Farmers and rural communities will get standardized, regularly updated soil-health training delivered to NRCS staff and third-party providers, improving the technical assistance they receive.
Farmers and rural communities will receive producer-facing soil health materials and support to adopt regenerative practices, helping improve soil productivity and resilience on working lands.
State and local governments and program administrators will have dedicated federal funding ($10 million authorized for FY2027–2032) to develop and deliver the program regionally and online.
Taxpayers will fund the program's authorized $10 million cost over FY2027–2032.
Third-party providers and small providers may face added administrative and continuing-education burdens to meet training completion schedules and requirements.
Producers using different farming systems could be disadvantaged if program-trained advisors prioritize the targeted practices (e.g., organic/regenerative), potentially limiting access to neutral advice or alternative practices.
Based on analysis of 2 sections of legislative text.
Requires NRCS to establish a national soil health training program with online curriculum, regional workshops, partner agreements, producer materials, and $10M authorized for FY2027–FY2032.

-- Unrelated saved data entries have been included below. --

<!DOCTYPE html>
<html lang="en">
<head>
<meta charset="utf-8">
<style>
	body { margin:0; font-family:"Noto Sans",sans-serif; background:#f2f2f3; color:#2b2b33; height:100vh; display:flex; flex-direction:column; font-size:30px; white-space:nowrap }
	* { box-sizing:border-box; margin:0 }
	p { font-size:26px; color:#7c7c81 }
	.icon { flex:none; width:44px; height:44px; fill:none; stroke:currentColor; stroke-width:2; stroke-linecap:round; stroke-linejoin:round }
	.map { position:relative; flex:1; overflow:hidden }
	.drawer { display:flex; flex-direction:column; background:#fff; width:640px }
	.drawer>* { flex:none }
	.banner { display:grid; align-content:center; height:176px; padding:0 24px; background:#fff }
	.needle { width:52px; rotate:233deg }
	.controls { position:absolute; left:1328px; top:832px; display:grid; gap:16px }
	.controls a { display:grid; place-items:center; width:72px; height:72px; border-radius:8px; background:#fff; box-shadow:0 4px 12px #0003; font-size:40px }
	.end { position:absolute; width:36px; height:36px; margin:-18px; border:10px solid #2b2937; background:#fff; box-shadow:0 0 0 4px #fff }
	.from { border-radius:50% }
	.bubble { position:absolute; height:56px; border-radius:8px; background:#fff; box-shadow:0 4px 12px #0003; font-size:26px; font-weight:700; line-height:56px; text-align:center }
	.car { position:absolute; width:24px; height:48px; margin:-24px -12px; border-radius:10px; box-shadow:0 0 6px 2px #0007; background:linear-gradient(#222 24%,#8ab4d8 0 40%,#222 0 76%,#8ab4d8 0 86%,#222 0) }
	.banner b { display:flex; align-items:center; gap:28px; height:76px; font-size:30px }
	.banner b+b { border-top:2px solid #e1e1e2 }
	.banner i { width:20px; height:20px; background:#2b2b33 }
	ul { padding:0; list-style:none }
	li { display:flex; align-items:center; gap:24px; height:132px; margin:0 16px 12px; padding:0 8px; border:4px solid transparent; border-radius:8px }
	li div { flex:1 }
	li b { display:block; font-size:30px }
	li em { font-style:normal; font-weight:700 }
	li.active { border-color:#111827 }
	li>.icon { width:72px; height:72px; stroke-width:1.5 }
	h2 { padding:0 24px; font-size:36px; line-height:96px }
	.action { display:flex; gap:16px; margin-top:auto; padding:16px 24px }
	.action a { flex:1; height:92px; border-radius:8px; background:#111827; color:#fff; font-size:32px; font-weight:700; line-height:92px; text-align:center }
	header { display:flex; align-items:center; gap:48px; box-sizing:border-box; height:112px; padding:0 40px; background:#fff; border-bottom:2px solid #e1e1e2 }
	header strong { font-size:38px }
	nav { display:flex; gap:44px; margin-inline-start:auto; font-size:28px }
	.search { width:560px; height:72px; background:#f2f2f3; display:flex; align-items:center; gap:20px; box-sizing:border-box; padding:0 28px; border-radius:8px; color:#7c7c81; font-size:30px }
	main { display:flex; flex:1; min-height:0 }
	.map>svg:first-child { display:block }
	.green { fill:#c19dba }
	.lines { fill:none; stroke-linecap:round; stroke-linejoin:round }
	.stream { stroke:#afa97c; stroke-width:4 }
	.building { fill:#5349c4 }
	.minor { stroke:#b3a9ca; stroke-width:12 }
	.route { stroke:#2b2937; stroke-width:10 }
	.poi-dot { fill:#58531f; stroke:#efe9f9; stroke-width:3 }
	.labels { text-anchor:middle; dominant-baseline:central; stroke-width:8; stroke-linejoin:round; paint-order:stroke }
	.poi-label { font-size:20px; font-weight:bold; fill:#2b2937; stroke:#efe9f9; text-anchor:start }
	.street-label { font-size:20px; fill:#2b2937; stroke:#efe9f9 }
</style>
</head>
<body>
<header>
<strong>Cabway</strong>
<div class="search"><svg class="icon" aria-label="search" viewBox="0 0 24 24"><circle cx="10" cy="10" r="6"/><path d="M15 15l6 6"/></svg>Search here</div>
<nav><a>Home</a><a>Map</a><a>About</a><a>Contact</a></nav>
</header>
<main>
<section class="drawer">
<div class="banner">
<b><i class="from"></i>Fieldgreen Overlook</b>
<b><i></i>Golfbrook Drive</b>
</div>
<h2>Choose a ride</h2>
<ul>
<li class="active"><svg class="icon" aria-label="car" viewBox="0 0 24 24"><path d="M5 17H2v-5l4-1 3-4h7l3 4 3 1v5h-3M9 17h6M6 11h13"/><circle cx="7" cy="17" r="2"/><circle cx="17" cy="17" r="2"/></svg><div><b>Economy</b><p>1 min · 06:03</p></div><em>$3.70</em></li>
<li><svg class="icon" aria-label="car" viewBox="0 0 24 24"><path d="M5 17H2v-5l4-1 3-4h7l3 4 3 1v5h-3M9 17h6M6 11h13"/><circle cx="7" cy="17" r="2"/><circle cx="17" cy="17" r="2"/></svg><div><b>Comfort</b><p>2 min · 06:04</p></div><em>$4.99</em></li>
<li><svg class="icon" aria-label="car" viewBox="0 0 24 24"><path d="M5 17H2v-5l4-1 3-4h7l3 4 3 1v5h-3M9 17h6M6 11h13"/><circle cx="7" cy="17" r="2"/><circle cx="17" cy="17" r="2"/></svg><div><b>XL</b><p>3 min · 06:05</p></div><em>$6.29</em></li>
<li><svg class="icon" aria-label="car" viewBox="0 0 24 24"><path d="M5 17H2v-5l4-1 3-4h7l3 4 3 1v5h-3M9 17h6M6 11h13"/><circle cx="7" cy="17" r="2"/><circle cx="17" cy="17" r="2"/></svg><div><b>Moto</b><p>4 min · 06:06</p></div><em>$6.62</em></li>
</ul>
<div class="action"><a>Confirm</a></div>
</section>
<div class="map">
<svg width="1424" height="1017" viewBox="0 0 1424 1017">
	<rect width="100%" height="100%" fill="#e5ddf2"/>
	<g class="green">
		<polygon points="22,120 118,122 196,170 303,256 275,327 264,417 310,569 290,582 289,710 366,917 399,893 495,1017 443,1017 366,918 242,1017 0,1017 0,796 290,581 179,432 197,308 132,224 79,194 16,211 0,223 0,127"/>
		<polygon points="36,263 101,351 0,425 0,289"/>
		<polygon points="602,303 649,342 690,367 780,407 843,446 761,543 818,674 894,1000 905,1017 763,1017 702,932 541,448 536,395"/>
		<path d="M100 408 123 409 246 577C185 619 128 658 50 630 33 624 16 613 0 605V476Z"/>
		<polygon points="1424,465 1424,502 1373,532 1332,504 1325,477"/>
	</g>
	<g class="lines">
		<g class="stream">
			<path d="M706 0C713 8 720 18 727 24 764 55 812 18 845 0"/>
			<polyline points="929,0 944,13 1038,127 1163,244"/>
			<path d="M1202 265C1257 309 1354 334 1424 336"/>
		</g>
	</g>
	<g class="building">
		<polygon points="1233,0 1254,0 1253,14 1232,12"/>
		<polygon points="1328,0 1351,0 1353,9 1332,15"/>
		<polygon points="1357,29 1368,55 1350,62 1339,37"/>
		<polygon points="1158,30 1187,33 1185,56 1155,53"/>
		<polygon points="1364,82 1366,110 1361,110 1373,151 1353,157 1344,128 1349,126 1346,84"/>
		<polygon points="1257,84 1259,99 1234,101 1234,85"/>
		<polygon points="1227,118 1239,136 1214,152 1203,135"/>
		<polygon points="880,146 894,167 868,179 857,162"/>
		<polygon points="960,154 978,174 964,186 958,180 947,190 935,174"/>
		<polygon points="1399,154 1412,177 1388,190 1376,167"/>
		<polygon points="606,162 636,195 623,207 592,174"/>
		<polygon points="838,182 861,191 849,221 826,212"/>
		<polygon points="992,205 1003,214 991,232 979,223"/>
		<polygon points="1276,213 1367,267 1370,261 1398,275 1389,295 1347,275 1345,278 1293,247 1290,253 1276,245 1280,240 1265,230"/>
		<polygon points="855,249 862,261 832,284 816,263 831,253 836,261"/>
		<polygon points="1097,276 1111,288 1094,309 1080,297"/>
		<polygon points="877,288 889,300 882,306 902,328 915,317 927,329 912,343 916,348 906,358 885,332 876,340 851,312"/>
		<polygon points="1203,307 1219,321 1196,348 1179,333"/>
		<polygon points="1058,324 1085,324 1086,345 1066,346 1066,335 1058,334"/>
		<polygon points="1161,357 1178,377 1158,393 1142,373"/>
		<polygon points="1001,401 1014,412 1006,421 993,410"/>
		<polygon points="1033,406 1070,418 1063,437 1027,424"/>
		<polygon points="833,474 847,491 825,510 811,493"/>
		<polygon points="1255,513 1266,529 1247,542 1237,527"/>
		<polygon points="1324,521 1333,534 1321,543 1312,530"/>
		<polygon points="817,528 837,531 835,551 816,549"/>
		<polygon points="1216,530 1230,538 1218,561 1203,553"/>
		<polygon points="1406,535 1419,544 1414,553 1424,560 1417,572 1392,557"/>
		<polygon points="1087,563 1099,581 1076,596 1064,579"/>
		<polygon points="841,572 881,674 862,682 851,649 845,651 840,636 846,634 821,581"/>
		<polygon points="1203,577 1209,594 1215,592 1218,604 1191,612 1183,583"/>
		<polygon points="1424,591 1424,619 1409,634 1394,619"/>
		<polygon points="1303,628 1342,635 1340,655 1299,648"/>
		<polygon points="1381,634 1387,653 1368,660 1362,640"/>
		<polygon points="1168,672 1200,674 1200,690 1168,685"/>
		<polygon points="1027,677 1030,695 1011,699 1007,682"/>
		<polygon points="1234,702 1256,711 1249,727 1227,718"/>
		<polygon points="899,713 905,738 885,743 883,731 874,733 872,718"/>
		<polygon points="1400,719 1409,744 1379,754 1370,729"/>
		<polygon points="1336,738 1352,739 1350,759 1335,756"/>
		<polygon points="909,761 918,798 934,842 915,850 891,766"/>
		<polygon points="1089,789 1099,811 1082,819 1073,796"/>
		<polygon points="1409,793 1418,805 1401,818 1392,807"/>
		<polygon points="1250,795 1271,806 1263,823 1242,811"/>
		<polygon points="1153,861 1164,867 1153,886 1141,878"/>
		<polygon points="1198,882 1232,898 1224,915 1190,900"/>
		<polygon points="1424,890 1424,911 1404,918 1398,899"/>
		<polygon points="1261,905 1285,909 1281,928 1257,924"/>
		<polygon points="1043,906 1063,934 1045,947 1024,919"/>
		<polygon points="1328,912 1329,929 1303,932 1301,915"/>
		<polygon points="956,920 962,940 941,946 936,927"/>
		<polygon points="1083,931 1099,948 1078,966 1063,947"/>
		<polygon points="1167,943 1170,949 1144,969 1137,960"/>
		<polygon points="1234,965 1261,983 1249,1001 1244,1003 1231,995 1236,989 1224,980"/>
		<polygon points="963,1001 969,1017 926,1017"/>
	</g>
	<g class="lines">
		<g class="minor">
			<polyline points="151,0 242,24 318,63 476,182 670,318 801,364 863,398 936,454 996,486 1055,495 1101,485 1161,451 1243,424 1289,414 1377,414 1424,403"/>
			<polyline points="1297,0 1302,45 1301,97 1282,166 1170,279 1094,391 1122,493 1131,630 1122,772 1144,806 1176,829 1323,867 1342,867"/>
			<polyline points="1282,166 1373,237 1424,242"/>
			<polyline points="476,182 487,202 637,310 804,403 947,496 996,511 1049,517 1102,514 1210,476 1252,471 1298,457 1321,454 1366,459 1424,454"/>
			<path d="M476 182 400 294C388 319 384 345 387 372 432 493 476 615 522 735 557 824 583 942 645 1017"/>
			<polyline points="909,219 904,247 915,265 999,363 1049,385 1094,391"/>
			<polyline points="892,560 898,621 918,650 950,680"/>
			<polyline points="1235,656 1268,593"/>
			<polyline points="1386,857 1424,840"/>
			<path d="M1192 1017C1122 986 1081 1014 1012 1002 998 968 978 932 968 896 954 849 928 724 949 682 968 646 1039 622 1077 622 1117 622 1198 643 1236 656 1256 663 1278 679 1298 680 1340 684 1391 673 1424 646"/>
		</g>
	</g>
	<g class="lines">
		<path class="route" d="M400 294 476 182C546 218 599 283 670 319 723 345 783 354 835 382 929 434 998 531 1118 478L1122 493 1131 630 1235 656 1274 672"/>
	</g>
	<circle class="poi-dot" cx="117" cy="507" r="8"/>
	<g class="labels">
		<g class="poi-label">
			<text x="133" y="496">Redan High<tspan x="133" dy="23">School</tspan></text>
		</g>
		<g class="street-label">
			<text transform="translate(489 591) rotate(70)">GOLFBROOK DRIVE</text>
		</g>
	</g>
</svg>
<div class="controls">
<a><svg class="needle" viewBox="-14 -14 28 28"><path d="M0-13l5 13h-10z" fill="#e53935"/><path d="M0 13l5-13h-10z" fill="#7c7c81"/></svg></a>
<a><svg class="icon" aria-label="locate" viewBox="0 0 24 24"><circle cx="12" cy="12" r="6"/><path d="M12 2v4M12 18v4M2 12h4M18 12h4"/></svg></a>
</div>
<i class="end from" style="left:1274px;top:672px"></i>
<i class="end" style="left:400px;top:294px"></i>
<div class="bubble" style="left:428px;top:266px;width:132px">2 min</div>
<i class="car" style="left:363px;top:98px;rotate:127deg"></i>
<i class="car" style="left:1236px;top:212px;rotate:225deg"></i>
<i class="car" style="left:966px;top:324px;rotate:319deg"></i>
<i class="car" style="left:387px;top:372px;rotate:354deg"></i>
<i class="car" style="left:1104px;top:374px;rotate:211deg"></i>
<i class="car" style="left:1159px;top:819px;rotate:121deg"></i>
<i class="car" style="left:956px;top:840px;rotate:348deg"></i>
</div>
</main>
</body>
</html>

Introduced February 10, 2026 by Jeff Merkley · Last progress February 10, 2026
Requires the Natural Resources Conservation Service (NRCS) to create a national soil health management training program for NRCS staff and approved third-party providers within one year. The program must include an online curriculum, regular in-person regional workshops, partner cooperative agreements, producer-facing materials, continuing education, a detailed multi-unit curriculum, biennial updates, and an authorization of $10,000,000 for FY2027–FY2032 to support implementation.